I went home to visit my Dad and spend some time with family when one of the doctors rang me. He explained that this was going to sound strange but they had taken some biopsies during the 'non op' and they had come back showing negative for cancer. He said that the biopsies taken so far had all been 'highly suspicious' of cancer and because of this they obviously wouldn't want to do an operation as irreversible as a hyseterctomy. Instead they scheduled me in for a knife cone biopsy on the same day. He stressed that there was only a 5-10% chance that the tumour wouldn't be cancerous and it was most likely I would still need a hysterectomy.
This was really difficult; a lot of family and friends were really optimistic but I didn't want to let myself in case I was disappointed again. The cone biopsy went well and I only stayed in one night. I was able to go home to spend christmas with family.
A few days after the surgery, one of the doctors called me. He said they didn't have the final results but he knew I wanted to know asap and provisionally it seemed that they were able to remove all of the tumour, and only a small part of this was cancerous. They obviously needed the final results but it looked very positive and it was the right decision not to do the hysterectomy, and they could probably do the trachelectomy to remove the cervix and pelvic lymph nodes.
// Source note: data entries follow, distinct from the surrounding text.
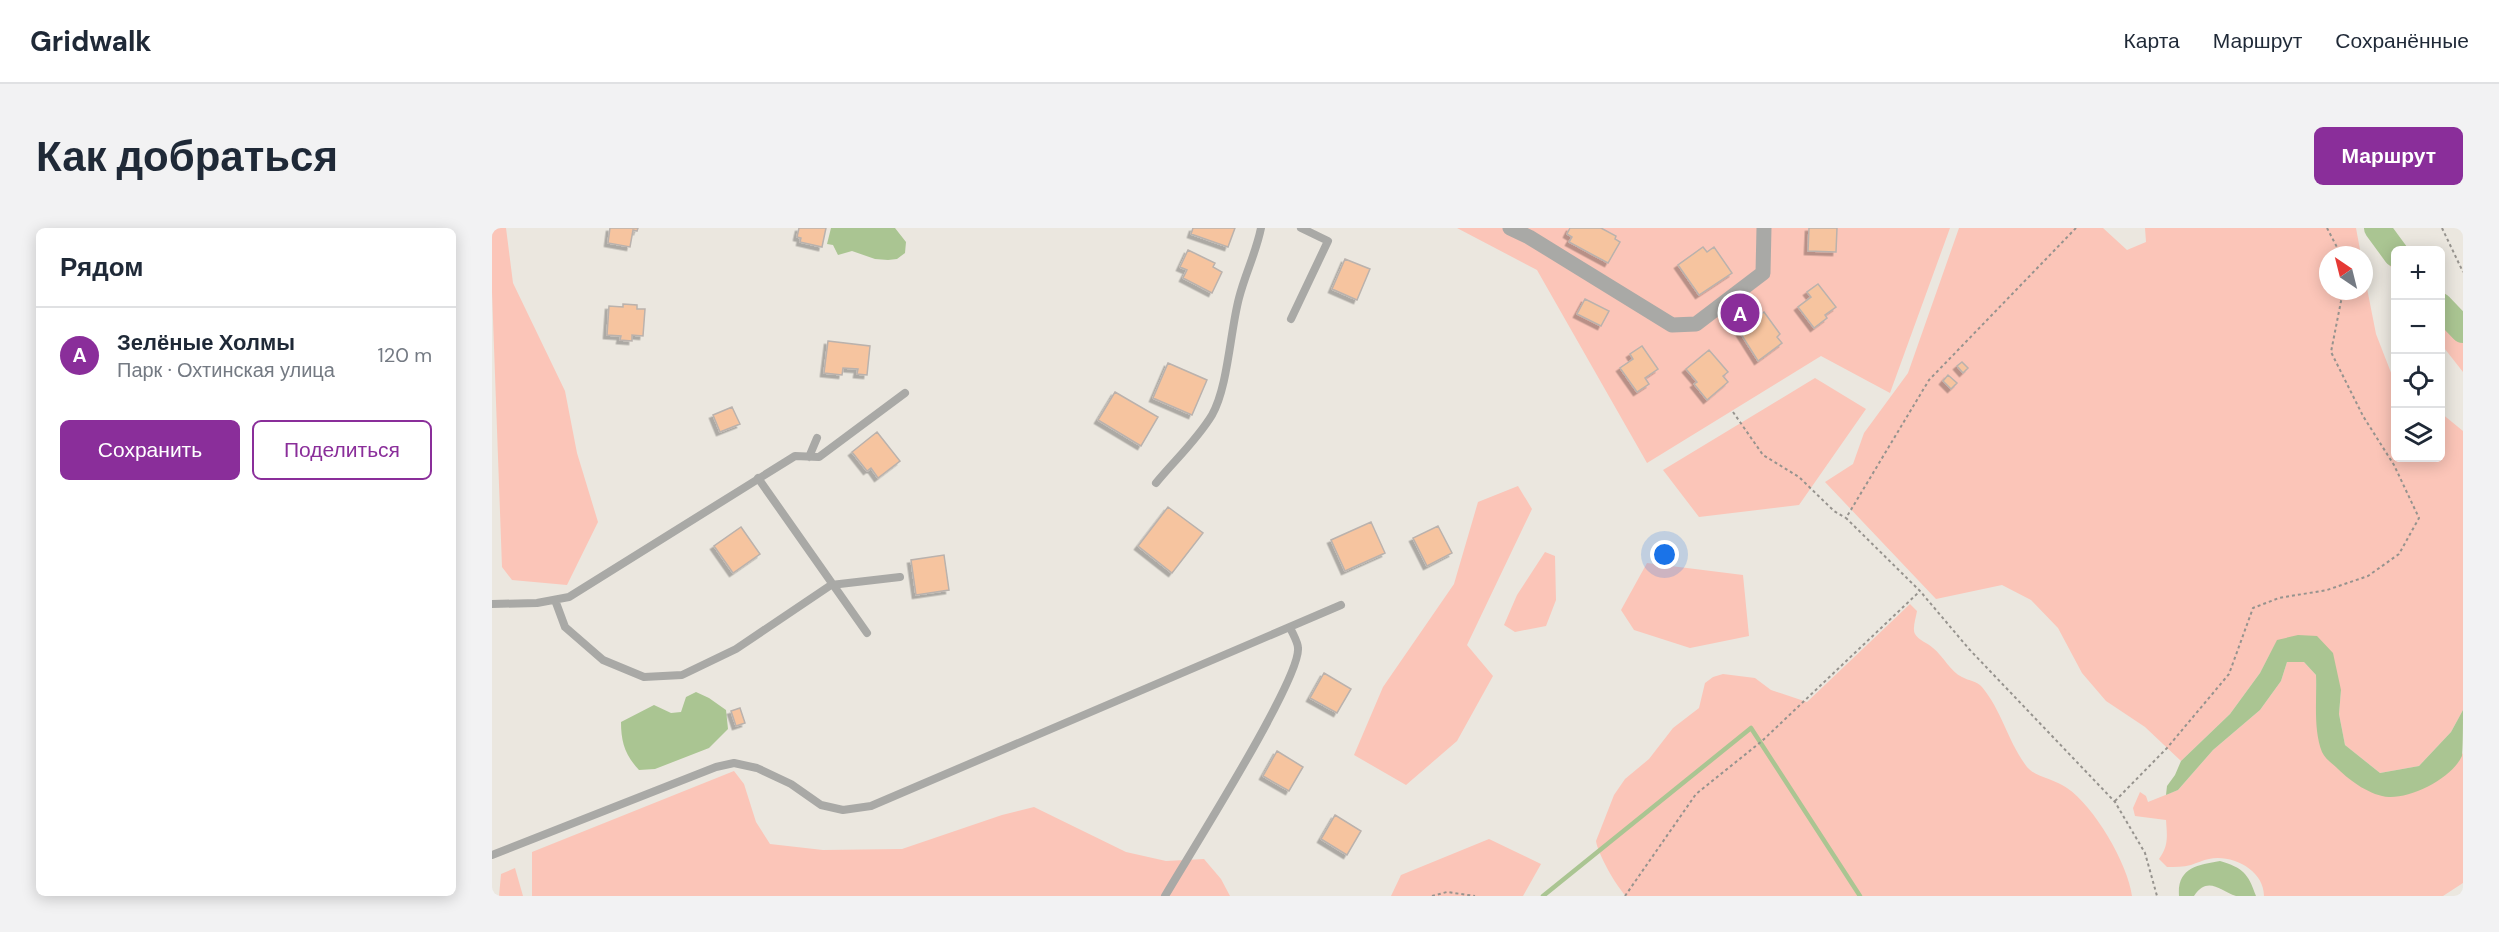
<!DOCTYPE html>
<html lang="ru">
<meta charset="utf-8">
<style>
body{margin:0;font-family:"DM Sans",sans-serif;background:#f2f2f3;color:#1f2937}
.controls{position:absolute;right:18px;top:18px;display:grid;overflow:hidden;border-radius:9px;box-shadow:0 3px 15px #0003}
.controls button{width:54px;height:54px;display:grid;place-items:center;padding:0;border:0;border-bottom:2px solid #e0e1e3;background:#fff;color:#1f2937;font:30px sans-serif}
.compass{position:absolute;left:1827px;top:18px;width:54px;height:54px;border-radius:50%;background:#fff;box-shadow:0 3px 15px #0003;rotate:325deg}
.you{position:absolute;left:1173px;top:327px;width:21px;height:21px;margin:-15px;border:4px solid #fff;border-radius:50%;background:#1a73e8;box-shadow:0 0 0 9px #1a73e833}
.badge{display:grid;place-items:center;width:39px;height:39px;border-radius:50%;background:#8a2e9a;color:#fff;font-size:20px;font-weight:700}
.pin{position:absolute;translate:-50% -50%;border:3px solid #fff;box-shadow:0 2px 6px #0006}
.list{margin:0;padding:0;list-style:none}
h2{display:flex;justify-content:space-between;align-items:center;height:78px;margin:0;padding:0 24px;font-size:26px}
h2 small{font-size:20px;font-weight:400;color:#747a83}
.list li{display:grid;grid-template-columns:39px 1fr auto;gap:18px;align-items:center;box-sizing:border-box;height:96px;padding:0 24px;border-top:2px solid #e0e1e3}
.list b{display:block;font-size:22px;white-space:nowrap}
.list p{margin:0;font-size:20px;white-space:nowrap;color:#747a83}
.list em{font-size:20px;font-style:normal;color:#747a83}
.actions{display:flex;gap:12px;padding:18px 24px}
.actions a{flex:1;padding:14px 0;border:2px solid #8a2e9a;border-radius:9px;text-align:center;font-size:21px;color:#8a2e9a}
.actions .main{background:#8a2e9a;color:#fff}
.icon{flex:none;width:33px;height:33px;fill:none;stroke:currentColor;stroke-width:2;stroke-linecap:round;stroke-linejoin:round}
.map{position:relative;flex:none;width:1971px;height:668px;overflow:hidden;border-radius:9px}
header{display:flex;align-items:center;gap:36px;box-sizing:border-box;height:84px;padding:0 30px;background:#fff;border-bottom:2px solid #e0e1e3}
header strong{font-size:28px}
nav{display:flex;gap:33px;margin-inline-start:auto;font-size:21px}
.intro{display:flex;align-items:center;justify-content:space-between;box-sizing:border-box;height:144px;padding:0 36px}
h1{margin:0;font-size:42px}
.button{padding:15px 27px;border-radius:9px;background:#8a2e9a;color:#fff;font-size:21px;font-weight:700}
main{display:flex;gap:36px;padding:0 36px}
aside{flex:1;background:#fff;border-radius:9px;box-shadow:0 3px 15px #0003}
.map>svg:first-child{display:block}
.green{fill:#fbc5b8}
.water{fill:#aac592}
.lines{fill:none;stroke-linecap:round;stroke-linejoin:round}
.stream{stroke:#aac592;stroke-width:4.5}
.river{stroke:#aac592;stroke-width:26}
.building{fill:#f6c49f;stroke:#bab2ad;stroke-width:1.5;filter:url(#shadow)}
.path{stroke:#96938e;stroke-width:2;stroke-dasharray:3 3;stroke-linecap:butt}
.lane{stroke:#a9a9a6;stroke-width:8}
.street{stroke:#a9a9a6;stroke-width:15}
</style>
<header>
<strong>Gridwalk</strong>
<nav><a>Карта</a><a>Маршрут</a><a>Сохранённые</a></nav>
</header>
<div class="intro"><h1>Как добраться</h1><a class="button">Маршрут</a></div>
<main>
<aside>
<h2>Рядом<small></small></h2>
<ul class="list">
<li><span class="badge">A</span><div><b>Зелёные Холмы</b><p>Парк · Охтинская улица</p></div><em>120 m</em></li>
</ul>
<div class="actions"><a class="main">Сохранить</a><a>Поделиться</a></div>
</aside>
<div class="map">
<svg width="1971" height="668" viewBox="0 0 1971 668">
<defs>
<filter id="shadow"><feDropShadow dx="-3.5" dy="3.5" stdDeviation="0" flood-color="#0004"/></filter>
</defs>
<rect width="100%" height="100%" fill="#ebe7df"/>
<!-- green -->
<path class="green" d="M0 0H14L21 55 73 163 85 225 106 294 75 357 20 352 10 339 0 64Z
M965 0H1458L1398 165 1329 128 1155 235 1045 42Z
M1467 0H1611L1635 22 1654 14 1653 0H1864L1869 27H1836V63H1872V45L1884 106 1903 155 1904 230H1948L1949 185 1971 203V482L1959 504 1927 538 1888 545 1853 517 1847 486 1849 462 1785 413 1768 445 1738 486 1689 533 1653 499 1614 473 1590 445 1566 400 1539 372 1510 357 1444 371 1333 254 1361 236 1372 205 1416 145Z
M1872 0H1899L1916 22H1904L1903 45Z
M1949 61 1971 86V144L1949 116Z
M1323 150 1374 181 1307 277 1207 289 1171 242Z
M1026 258 1040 281 975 417 1001 448 965 513 914 557 862 527 891 459 962 356 986 274Z
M1053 324 1063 328 1064 372 1054 398 1023 404 1012 397 1025 367Z
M1155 335 1251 347 1257 408 1198 420 1142 402 1129 382Z
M1418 376 1425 383C1424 390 1420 400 1423 406 1426 412 1436 415 1441 420 1451 428 1459 444 1470 449 1477 453 1485 453 1490 459 1510 483 1516 514 1535 539 1543 549 1563 551 1575 560 1602 578 1636 636 1640 668H1134C1124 658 1106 626 1104 613L1122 567 1133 551 1157 531 1181 500 1207 480 1213 455 1221 449 1231 446 1263 450 1279 462 1315 474Z
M1795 434H1812L1824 447 1826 506 1875 562 1966 534 1971 525V655L1951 668H1772C1772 642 1740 626 1717 631 1711 632 1705 635 1699 637 1691 639 1683 639 1675 639L1667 631C1677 618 1675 607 1674 592L1643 588 1641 580 1648 564 1654 568 1656 574 1686 562 1721 522 1768 482 1789 453Z
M242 543 252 556 264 594 278 616 331 622 410 621 510 587 542 579 634 624 674 633 712 631 729 651 738 668H40V624Z
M997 611 1049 636 1031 668H899L909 647Z
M23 640 31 668H7L9 646Z"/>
<!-- water -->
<path class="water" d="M339 0H403L414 14 413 25 405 31 396 32 383 31 360 23 346 27 341 17 335 16Z
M1806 407 1825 408 1841 425 1849 462 1847 486 1853 517 1888 545 1927 538 1959 504 1971 482C1971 495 1971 516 1970 528 1960 550 1920 570 1897 569 1879 568 1858 553 1846 541 1841 536 1833 531 1830 524 1821 501 1825 472 1824 447L1812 434H1795L1789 453 1768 482 1721 522 1686 562 1674 567 1675 558 1683 547 1689 533 1738 486 1768 445 1785 412Z
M204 464 217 470 234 482 236 501 217 520 163 541 147 542C133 527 129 514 129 494L162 477 179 485 189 484 194 469Z
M1728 633C1751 640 1756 645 1764 668 1758 668 1749 668 1744 668 1728 663 1716 647 1702 668H1687C1685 640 1705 637 1728 633Z"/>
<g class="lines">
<!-- stream -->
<path class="stream" d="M1051 668 1259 500 1368 668"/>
<!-- river -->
<path class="river" d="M1885 0 1904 26
M1948 78 1971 102"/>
</g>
<!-- building -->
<path class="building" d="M118 0H146L145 3 141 2 138 19 116 15Z
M307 0H334L330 19 308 14 309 10 305 9Z
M701 0H743L736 19 699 6Z
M1078 0H1109L1124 8 1123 11 1128 14 1116 35 1077 14 1080 9 1075 6Z
M1317 0H1345L1344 24 1316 23Z
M1211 19 1215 24 1222 19 1240 45 1207 67 1186 37Z
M696 22 723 35 721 39 730 44 720 65 691 50 695 42 688 39Z
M853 31 878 41 865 72 840 61Z
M1326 56 1344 79 1333 87 1335 90 1322 100 1306 79 1319 69 1315 64Z
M1093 71 1117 83 1109 98 1085 86Z
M131 76 145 77V81H153L151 108 140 107V113L128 112 129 108 115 107 117 78 131 79Z
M1272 84 1288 106 1285 109 1290 115 1266 133 1247 103Z
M336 113 378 118 375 147 365 146 366 141 351 140 350 147 332 145Z
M1150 118 1166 141 1153 150 1157 156 1145 164 1128 140 1141 131 1138 126Z
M1217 122 1236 144 1231 148 1236 154 1215 172 1202 156 1205 154 1194 141Z
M1470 134 1476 140 1471 145 1465 138Z
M676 135 715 152 700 187 661 170Z
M1456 147 1465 155 1459 161 1451 153Z
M623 164 666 189 649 218 606 192Z
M240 179 248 196 228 204 221 187Z
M385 204 408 233 386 250 379 240 375 243 360 224Z
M676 279 711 305 680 345 646 318Z
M879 294 893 325 853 343 839 312Z
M946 298 960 325 935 338 921 310Z
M249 299 268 326 241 345 222 318Z
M452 327 457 362 424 367 419 332Z
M832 445 859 461 845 485 818 470Z
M248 480 253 495 244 498 239 483Z
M785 523 811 539 797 563 771 548Z
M843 587 869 603 855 627 829 611Z"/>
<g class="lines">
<!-- path -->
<path class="path" d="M1584 0 1437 152 1354 290 1428 363 1477 421 1623 574 1653 625 1665 668
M1835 0 1849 27
M1950 0 1971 44
M1241 184 1271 227 1307 249 1342 283 1354 290
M1623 573 1675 520 1737 446 1761 380 1787 370 1835 362 1876 348 1907 326 1927 290 1902 237 1871 188 1839 124 1851 63
M940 668 955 664 983 668
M1133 668 1204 566 1270 513 1428 363"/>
<!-- lane -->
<path class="lane" d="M799 91 836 13 809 0
M317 229 325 210
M266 250 375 405
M664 255C682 233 705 212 720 187 736 159 738 104 747 70 753 46 764 25 769 0
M63 372 73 399 111 432 152 449 190 447 244 421 339 357 408 349
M0 376 45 375 77 369 303 228 327 229 413 165
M0 627 224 539 242 535 265 540 299 556 329 577 351 582 379 578 849 377
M673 668C695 630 809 451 806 420 806 414 800 405 798 399"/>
<!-- street -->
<path class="street" d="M1018 0 1037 9 1180 97 1204 96 1271 45 1272 0"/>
</g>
</svg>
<div class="controls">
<button>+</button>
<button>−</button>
<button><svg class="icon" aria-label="locate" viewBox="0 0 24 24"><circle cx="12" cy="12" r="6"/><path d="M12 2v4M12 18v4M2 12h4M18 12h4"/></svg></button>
<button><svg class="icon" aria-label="layers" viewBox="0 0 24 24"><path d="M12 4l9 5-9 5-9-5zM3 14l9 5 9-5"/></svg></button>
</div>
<svg class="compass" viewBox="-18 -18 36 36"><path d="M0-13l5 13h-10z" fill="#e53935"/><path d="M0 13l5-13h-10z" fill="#747a83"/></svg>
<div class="you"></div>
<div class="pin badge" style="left:1248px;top:85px">A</div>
</div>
</main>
So that's more or less where I'm up to now! I got the final results on new years eve and they agreed to schedule the trachelectomy for the 4th of Feb- enough time for me to heal from the cone biopsy. I had a little infection but that cleared with antibiotics, so healed well. And now the op is less than a week away.
Sorry for rambling! I think I needed to get it all out, it's all happened so quick- all in less than 2 months! And since the last op I've had a lot of time to think about everything. I obviously feel so lucky that by some weird change in events I went from having a hysterectomy to not needing one. But I still feel like I won't let myself get too complacent with celebrating until it's all over.
Really I'd love to know if anyone else has had a trachelectomy, how did you find it and have you had any success with getting pregnant?